Data segment:
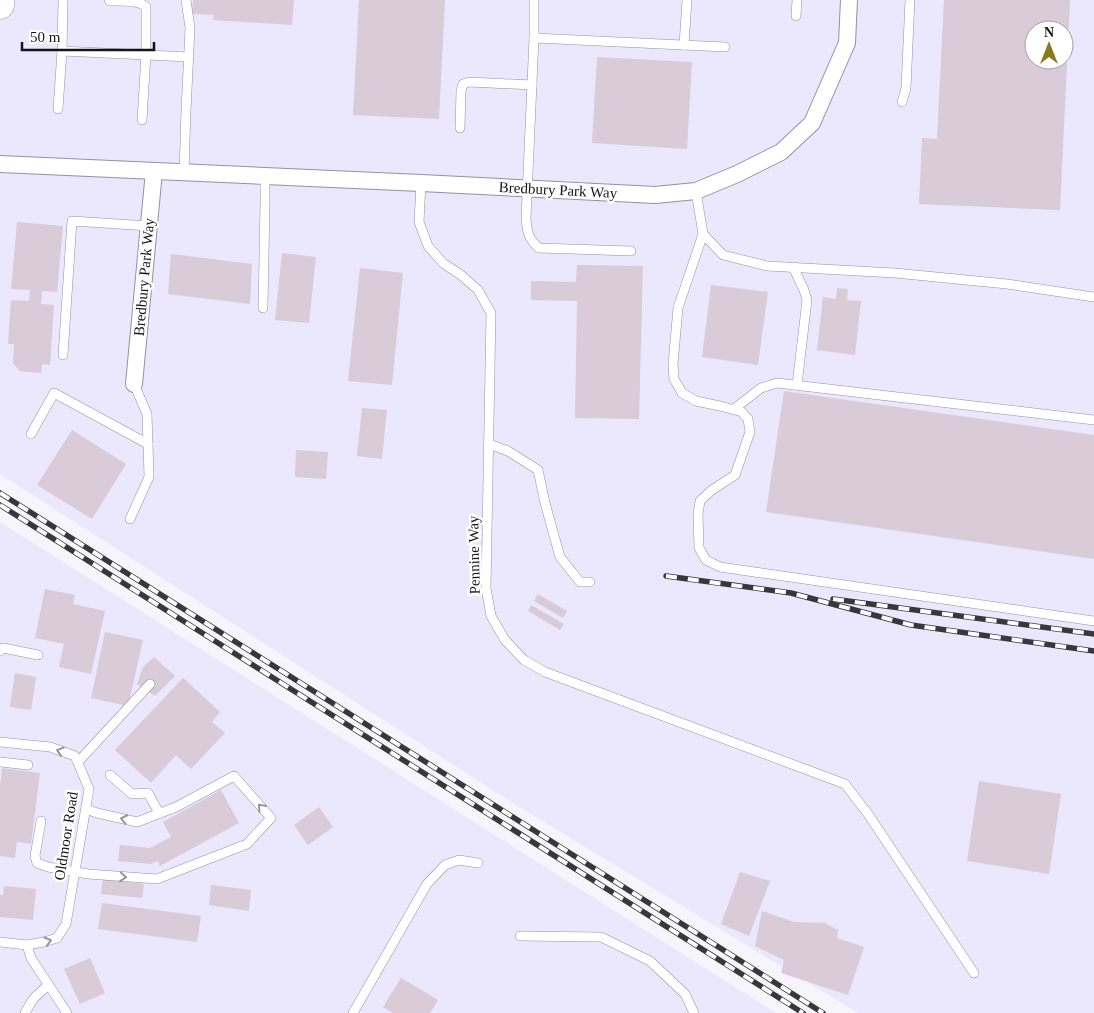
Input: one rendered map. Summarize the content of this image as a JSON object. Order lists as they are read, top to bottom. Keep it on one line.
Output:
{"streets":{"street":["Bredbury Park Way"],"lane":["Pennine Way","Oldmoor Road"]},"crossings":[["Bredbury Park Way","Pennine Way"]],"one_way":["Oldmoor Road"],"scale_bar":"50 m","north":"top"}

Exercise: Give back the whole listing exactly; no pictures.

Answer to this problem:
Input: one rendered map. Summarize the content of this image as a JSON object. Order lists as they are read, top to bottom. Keep it on one line.
Output:
{"streets":{"street":["Bredbury Park Way"],"lane":["Pennine Way","Oldmoor Road"]},"crossings":[["Bredbury Park Way","Pennine Way"]],"one_way":["Oldmoor Road"],"scale_bar":"50 m","north":"top"}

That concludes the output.